The European Union is poised on the brink of a revolutionary leap that will be a continuation of what began in north Africa and will drive the world revolution forward to its conclusion.

The working class of the USSR and China are not unaffected by the crisis of the capitalist system. China props up a gigantic US deficit, while Russia supplies western Europe with gas and oil.

Both the Russian degenerated workers state and the Chinese deformed workers state are affected by the crisis and by rising prices, rising unemployment and a working class which already hates the Stalinist bureaucracy and the new bourgeoisie that the bureaucracy has established in both countries.

The working class in Russia and China is not immune to what’s taking place in north Africa and to what’s emerging in Europe. It too will be driven along the revolutionary road to overthrow the capitalist roaders in political revolutions to re-establish Soviet power in Russia and establish it in China.

The United States, unlike the situation in the 1930s, is at the centre of the crisis. The trade unions which supported the rise of Obama and the Democrats have been kicked in the teeth by both. Wages at General Motors and Ford, the big motor car companies, have been savagely cut, as have pensions, and hundreds of thousands of workers have lost their jobs in the motor car and other industries.

In all the big US cities there are now tent cities where the poor, the unemployed and all those who’ve lost their homes in the mortgage crisis live under canvas and eke out an existence.

The centre of Detroit, the former capital of the world’s motor car industry, is now derelict and the site of a new farming industry.
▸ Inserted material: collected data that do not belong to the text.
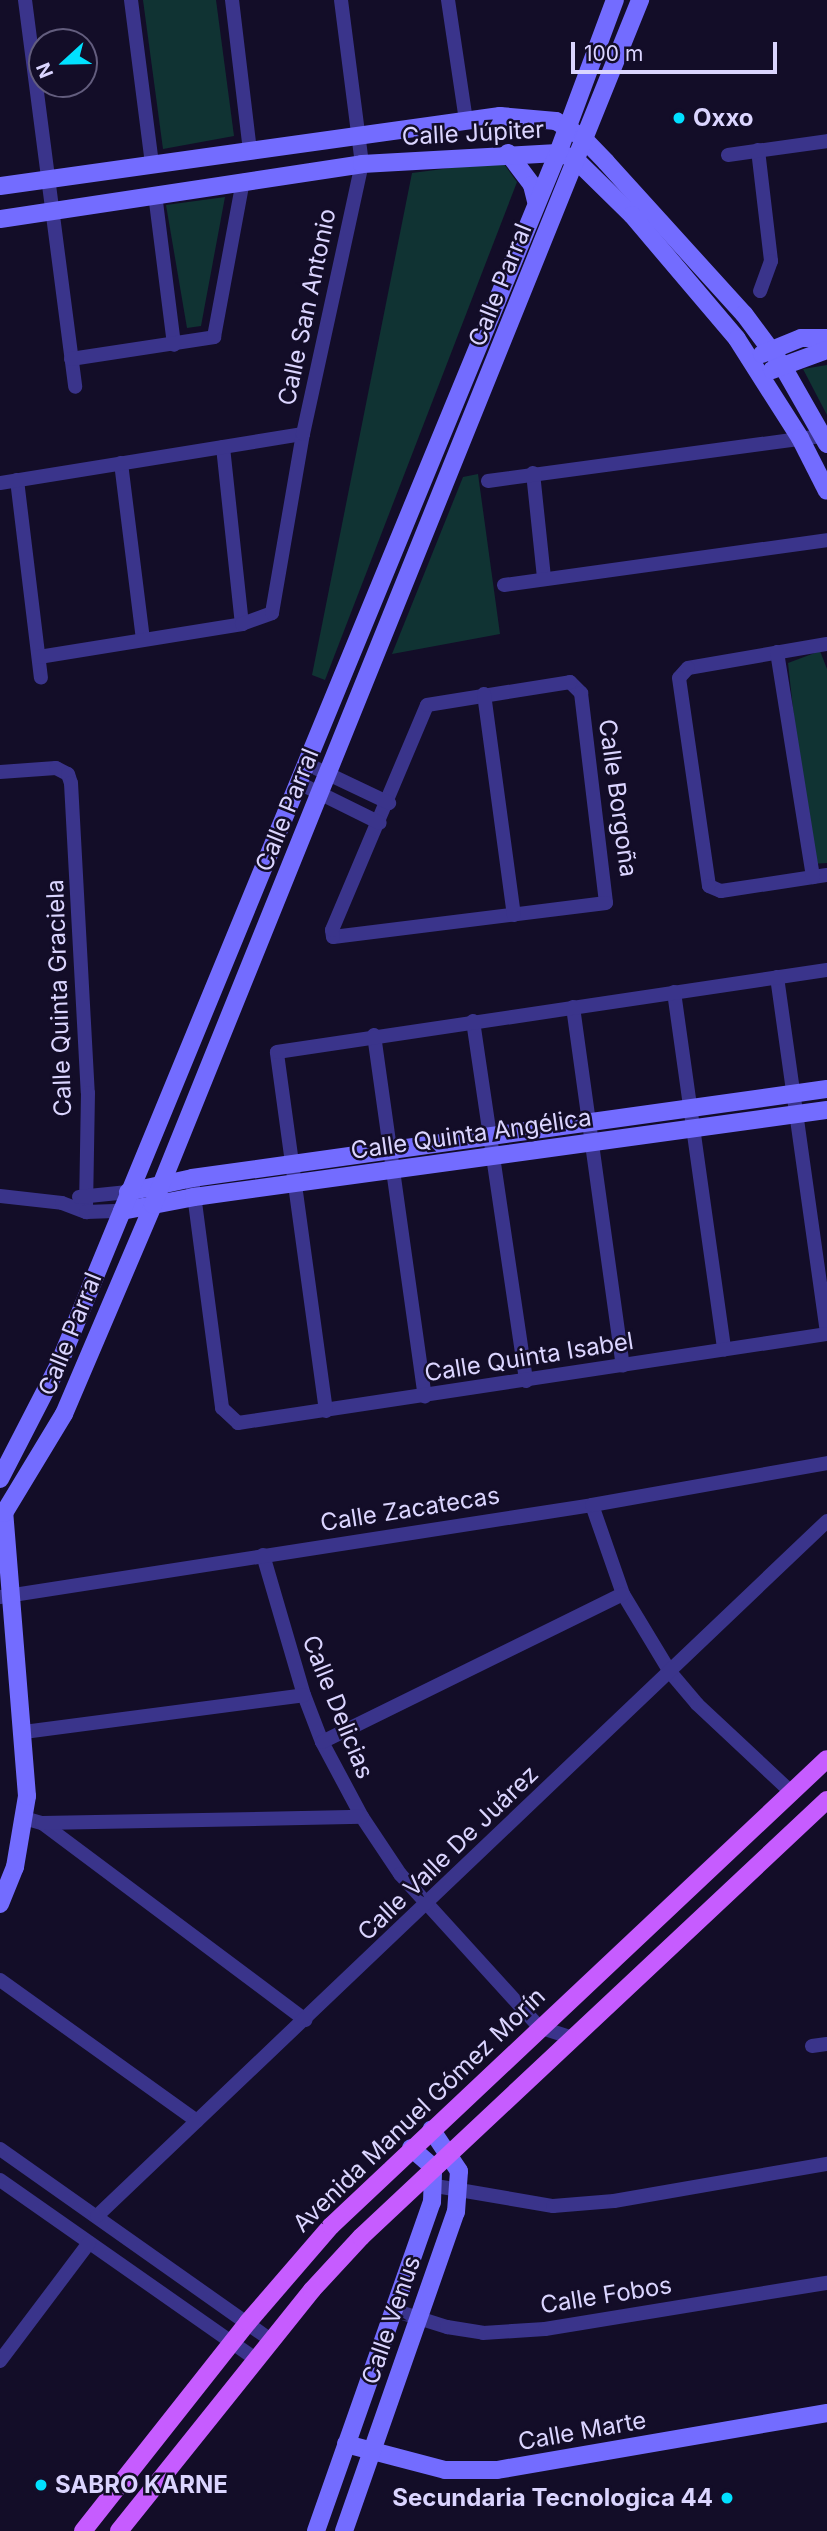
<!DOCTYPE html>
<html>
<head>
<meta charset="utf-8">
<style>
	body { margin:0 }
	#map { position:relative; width:827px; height:2531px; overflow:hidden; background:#130d28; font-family:Inter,sans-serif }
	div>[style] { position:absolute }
	.green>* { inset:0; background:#103333 }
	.street>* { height:14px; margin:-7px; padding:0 7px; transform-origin:7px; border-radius:7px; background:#3a348b }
	.secondary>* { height:18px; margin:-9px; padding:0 9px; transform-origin:9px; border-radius:9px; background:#736cff }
	.primary>* { height:18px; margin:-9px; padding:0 9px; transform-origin:9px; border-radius:9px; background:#c65cff }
	.dots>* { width:19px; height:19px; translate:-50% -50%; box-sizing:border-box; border:4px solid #130d28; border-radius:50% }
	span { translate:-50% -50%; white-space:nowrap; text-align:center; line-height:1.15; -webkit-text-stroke:5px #130d28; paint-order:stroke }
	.poi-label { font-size:24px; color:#dbd5ff; font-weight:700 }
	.left { translate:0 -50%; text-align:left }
	.right { translate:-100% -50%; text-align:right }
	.street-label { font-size:24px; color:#dbd5ff }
	.north { position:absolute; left:28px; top:28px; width:70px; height:70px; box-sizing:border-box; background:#130d28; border:2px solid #635d7e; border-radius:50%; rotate:248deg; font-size:19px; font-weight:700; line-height:28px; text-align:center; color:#dbd5ff }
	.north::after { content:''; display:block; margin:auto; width:24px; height:32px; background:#01e0ff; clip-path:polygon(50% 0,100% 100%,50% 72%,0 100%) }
	.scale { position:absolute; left:571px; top:42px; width:206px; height:32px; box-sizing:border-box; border:4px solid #dbd5ff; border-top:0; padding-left:9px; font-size:21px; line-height:24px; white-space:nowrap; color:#dbd5ff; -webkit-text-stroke:5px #130d28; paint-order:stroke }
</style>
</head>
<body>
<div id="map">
	<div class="green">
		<i style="clip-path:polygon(143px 0,216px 0,234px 136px,163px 149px)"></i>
		<i style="clip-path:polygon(481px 164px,504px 164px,517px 182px,325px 680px,312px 675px,412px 173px)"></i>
		<i style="clip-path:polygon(225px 197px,201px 326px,187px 328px,166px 205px)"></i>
		<i style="clip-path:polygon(827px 365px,827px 415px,803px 369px)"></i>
		<i style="clip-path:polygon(478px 474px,500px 634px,392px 654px,463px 477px)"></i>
		<i style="clip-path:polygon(820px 651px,827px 669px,827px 863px,810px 864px,788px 663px)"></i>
	</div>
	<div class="street">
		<i style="left:25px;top:0;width:390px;rotate:82.6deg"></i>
		<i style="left:131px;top:0;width:166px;rotate:82.7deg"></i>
		<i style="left:232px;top:0;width:153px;rotate:83.2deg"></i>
		<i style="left:448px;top:0;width:121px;rotate:81.5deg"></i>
		<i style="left:758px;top:150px;width:112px;rotate:83.3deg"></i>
		<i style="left:771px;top:261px;width:32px;rotate:110deg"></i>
		<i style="left:728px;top:155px;width:100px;rotate:-8deg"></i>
		<i style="left:155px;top:194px;width:152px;rotate:82.8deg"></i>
		<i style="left:71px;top:359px;width:145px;rotate:-8.7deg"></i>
		<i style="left:214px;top:337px;width:159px;rotate:-79.5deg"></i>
		<i style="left:223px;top:447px;width:178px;rotate:83.9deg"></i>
		<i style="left:121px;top:463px;width:178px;rotate:82.9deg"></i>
		<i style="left:533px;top:473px;width:105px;rotate:84deg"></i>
		<i style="left:17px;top:480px;width:199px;rotate:83.1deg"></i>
		<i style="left:488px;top:481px;width:338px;rotate:-7.7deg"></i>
		<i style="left:0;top:483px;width:307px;rotate:-9.2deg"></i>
		<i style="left:504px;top:585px;width:326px;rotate:-7.9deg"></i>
		<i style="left:827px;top:644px;width:141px;rotate:170.2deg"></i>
		<i style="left:688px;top:668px;width:13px;rotate:132deg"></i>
		<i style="left:679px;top:678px;width:210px;rotate:81.8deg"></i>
		<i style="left:709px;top:886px;width:13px;rotate:23deg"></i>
		<i style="left:721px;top:891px;width:107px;rotate:-8.6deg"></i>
		<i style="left:777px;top:652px;width:228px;rotate:80.9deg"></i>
		<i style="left:39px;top:657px;width:206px;rotate:-9.2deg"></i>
		<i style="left:242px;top:624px;width:32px;rotate:-20deg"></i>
		<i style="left:272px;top:613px;width:182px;rotate:-80.2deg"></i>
		<i style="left:303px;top:434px;width:276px;rotate:-77.7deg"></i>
		<i style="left:362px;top:164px;width:165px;rotate:-97.3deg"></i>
		<i style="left:570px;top:682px;width:16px;rotate:45deg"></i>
		<i style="left:581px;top:693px;width:211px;rotate:83.2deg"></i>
		<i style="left:606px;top:903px;width:275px;rotate:172.9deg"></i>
		<i style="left:333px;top:937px;width:7px;rotate:-98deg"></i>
		<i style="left:332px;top:930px;width:244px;rotate:-67.1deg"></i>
		<i style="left:427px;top:705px;width:145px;rotate:-9.1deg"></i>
		<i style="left:484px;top:694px;width:223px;rotate:82.3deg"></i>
		<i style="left:307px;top:764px;width:91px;rotate:25.4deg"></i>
		<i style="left:0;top:772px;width:56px;rotate:-4.1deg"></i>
		<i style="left:56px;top:768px;width:13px;rotate:27deg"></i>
		<i style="left:68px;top:774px;width:9px;rotate:72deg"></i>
		<i style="left:71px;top:783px;width:310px;rotate:86.9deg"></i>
		<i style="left:88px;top:1093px;width:119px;rotate:91deg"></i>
		<i style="left:299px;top:783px;width:90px;rotate:26.3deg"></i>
		<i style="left:777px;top:977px;width:358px;rotate:82deg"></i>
		<i style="left:674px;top:992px;width:361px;rotate:82deg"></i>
		<i style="left:573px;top:1007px;width:362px;rotate:82.1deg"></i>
		<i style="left:473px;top:1021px;width:364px;rotate:81.6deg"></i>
		<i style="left:374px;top:1035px;width:365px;rotate:82deg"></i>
		<i style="left:193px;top:1187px;width:223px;rotate:82.5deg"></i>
		<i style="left:222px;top:1408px;width:22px;rotate:43deg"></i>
		<i style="left:238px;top:1423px;width:596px;rotate:-8.59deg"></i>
		<i style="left:0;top:1196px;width:62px;rotate:6.4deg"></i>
		<i style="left:62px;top:1203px;width:26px;rotate:21deg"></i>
		<i style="left:86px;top:1212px;width:36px;rotate:-2deg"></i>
		<i style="left:79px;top:1197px;width:49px;rotate:-5.8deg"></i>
		<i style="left:326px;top:1411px;width:362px;rotate:-97.8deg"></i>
		<i style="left:277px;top:1052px;width:556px;rotate:-8.48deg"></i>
		<i style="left:592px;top:1505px;width:94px;rotate:70.8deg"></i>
		<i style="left:623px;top:1594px;width:91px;rotate:58.9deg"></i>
		<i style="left:670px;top:1672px;width:42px;rotate:49.8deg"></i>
		<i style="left:697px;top:1704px;width:129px;rotate:43.1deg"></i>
		<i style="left:263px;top:1555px;width:146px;rotate:73.7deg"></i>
		<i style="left:304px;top:1695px;width:50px;rotate:69deg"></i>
		<i style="left:322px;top:1742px;width:85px;rotate:61.9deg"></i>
		<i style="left:362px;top:1817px;width:69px;rotate:56.3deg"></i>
		<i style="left:400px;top:1874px;width:207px;rotate:47.7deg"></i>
		<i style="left:539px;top:2027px;width:36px;rotate:18deg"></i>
		<i style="left:0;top:1597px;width:599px;rotate:-8.83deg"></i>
		<i style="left:592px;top:1505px;width:239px;rotate:-10.1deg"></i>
		<i style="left:24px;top:1732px;width:282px;rotate:-7.5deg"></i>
		<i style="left:322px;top:1742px;width:335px;rotate:-26.2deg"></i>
		<i style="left:24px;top:1818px;width:19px;rotate:16deg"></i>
		<i style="left:42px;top:1823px;width:329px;rotate:36.8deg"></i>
		<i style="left:42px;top:1823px;width:320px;rotate:-1.1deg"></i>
		<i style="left:0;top:1980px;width:242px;rotate:35.6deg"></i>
		<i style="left:812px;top:2046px;width:15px;rotate:-8deg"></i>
		<i style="left:0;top:2149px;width:332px;rotate:35.2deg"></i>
		<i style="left:0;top:2180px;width:312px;rotate:35deg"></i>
		<i style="left:424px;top:2184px;width:131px;rotate:9.7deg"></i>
		<i style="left:553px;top:2206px;width:61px;rotate:-4.7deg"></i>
		<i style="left:614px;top:2201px;width:216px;rotate:-9.9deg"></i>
		<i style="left:97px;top:2216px;width:1008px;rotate:-43.59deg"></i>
		<i style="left:393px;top:2310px;width:57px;rotate:17.5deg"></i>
		<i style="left:447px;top:2327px;width:36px;rotate:9deg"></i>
		<i style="left:483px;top:2333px;width:62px;rotate:-3.7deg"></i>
		<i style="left:545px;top:2329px;width:286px;rotate:-9.3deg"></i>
		<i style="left:0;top:2361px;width:148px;rotate:-53deg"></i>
	</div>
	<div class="secondary">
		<i style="left:508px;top:153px;width:40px;rotate:53deg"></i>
		<i style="left:532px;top:185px;width:16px;rotate:76deg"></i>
		<i style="left:0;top:186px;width:505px;rotate:-7.97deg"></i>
		<i style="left:500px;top:116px;width:56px;rotate:5.1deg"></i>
		<i style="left:556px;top:121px;width:32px;rotate:32deg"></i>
		<i style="left:583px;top:138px;width:33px;rotate:46deg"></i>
		<i style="left:606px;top:162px;width:205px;rotate:47.8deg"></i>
		<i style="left:744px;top:314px;width:64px;rotate:53.3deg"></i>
		<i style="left:782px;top:365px;width:91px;rotate:60.3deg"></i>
		<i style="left:0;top:219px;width:366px;rotate:-8.6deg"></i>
		<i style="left:362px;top:164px;width:196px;rotate:-3.2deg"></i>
		<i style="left:558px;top:153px;width:18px;rotate:19deg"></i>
		<i style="left:575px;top:159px;width:80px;rotate:44.5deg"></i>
		<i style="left:632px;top:215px;width:162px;rotate:49.7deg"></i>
		<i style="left:737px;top:339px;width:117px;rotate:57.5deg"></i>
		<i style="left:800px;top:438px;width:59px;rotate:63deg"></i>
		<i style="left:762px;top:354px;width:42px;rotate:-22.3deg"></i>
		<i style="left:801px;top:338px;width:26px"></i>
		<i style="left:772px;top:370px;width:59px;rotate:-20deg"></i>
		<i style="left:128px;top:1192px;width:66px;rotate:-12.3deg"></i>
		<i style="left:192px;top:1178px;width:641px;rotate:-7.98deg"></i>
		<i style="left:122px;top:1211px;width:73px;rotate:-11deg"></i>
		<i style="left:194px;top:1197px;width:639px;rotate:-7.83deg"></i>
		<i style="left:0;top:1479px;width:129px;rotate:-62.8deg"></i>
		<i style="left:59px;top:1364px;width:1310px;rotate:-67.61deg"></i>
		<i style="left:558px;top:153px;width:163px;rotate:-69.6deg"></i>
		<i style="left:0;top:1904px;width:40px;rotate:-68deg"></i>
		<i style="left:15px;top:1867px;width:72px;rotate:-80.4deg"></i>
		<i style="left:27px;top:1796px;width:284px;rotate:-94.6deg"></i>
		<i style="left:4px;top:1513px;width:116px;rotate:-58.8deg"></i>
		<i style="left:64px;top:1414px;width:227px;rotate:-66.9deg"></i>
		<i style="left:153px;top:1205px;width:1300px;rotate:-67.99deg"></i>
		<i style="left:346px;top:2444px;width:102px;rotate:14.7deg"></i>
		<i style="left:445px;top:2470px;width:52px"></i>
		<i style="left:497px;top:2470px;width:335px;rotate:-9.8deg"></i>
		<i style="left:316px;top:2531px;width:349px;rotate:-70.6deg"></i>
		<i style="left:432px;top:2202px;width:35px;rotate:-88deg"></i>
		<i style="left:433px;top:2167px;width:29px;rotate:-139deg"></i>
		<i style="left:344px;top:2531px;width:338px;rotate:-70.7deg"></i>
		<i style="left:456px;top:2212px;width:41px;rotate:-85.8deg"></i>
		<i style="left:459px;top:2171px;width:50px;rotate:-123.7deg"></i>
	</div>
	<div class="primary">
		<i style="left:83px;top:2531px;width:266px;rotate:-51.7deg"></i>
		<i style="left:248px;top:2322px;width:127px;rotate:-49.2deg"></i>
		<i style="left:331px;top:2226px;width:681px;rotate:-43.28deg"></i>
		<i style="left:119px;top:2531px;width:309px;rotate:-51.3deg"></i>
		<i style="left:312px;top:2290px;width:72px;rotate:-47.2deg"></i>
		<i style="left:361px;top:2237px;width:639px;rotate:-43.16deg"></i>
	</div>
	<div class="dots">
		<i style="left:679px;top:118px;background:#01e0ff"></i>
		<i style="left:41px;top:2485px;background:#01e0ff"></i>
		<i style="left:727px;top:2498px;background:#01e0ff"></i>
	</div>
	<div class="poi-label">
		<span class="left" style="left:693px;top:118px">Oxxo</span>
		<span class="left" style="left:55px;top:2485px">SABRO KARNE</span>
		<span class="right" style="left:713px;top:2498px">Secundaria Tecnologica 44</span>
	</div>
	<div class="street-label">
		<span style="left:473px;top:133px;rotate:-3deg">Calle Júpiter</span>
		<span style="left:500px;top:285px;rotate:-68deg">Calle Parral</span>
		<span style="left:307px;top:307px;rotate:-78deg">Calle San Antonio</span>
		<span style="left:618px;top:798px;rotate:82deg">Calle Borgoña</span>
		<span style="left:287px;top:810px;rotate:-68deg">Calle Parral</span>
		<span style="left:59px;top:998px;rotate:-92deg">Calle Quinta Graciela</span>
		<span style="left:471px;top:1134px;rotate:-8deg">Calle Quinta Angélica</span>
		<span style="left:70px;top:1334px;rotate:-68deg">Calle Parral</span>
		<span style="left:529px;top:1357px;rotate:-9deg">Calle Quinta Isabel</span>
		<span style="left:410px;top:1509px;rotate:-9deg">Calle Zacatecas</span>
		<span style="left:338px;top:1707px;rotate:68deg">Calle Delicias</span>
		<span style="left:448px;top:1853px;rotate:-44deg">Calle Valle De Juárez</span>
		<span style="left:419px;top:2110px;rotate:-44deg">Avenida Manuel Gómez Morín</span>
		<span style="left:606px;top:2295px;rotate:-9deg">Calle Fobos</span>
		<span style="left:391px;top:2320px;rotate:-71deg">Calle Venus</span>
		<span style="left:582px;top:2431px;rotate:-10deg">Calle Marte</span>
	</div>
	<div class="north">N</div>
	<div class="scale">100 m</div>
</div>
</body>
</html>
These developments are now being augmented by the bankrupting of the big US cities. In Republican-dominated states the way out of bankruptcy is being seen as the destruction of the state trade unions – the teachers, transport, police, fire service and other unions – by ending their right to free collective bargaining, so as to impose big wage cuts and mass sackings.

In Wisconsin, hundreds of thousands of workers are being revolutionised by the struggle to defend the right to free collective bargaining, only to see President Obama move closer to the Republicans as the fight between the working class and the ruling class sharpens.

Workers in the United States are full of admiration for the struggle of the north African workers and especially the workers of Egypt, who brought down Mubarak. They call the governor of Wisconsin, ‘the American Mubarak’ and have vowed to bring him down and all those like him.

The American working class is beginning on the road to the socialist revolution. Along that road they must break with the Democrats, establish a Labour Party, and declare that if American capitalism cannot provide it with jobs, with education, with healthcare, with homes and with trade union rights, it deserves to perish and must be replaced by a socialist USA. This developing struggle in the US will have enormous implications for the Americas where the peoples of Cuba, Venezuela, Bolivia, the Argentine and Brazil are struggling for their rights and for socialism.

World capitalism is in its death agony. This is the period for the world socialist revolution to be completed. This is the period when the working class of the world must unite and when the Fourth International must be built as the World Party of the Socialist Revolution to lead the struggle to put an end to capitalism and imperialism, and replace the anarchy of capitalist production, with its slumps, wars and mass privations, with a planned socialist economy, organised to satisfy the needs of the working people of the world.

What began in north Africa will spread throughout Europe and Asia to the United States and South America. The working class of the world is now on the march. Its future requires the building of sections of the Fourth International in all the major countries to lead the world socialist revolution to its victory.

We must see to it that these parties are built and that the working class and youth of this generation carry out their historic task as the gravediggers of capitalism, to bring about the new socialist order of society.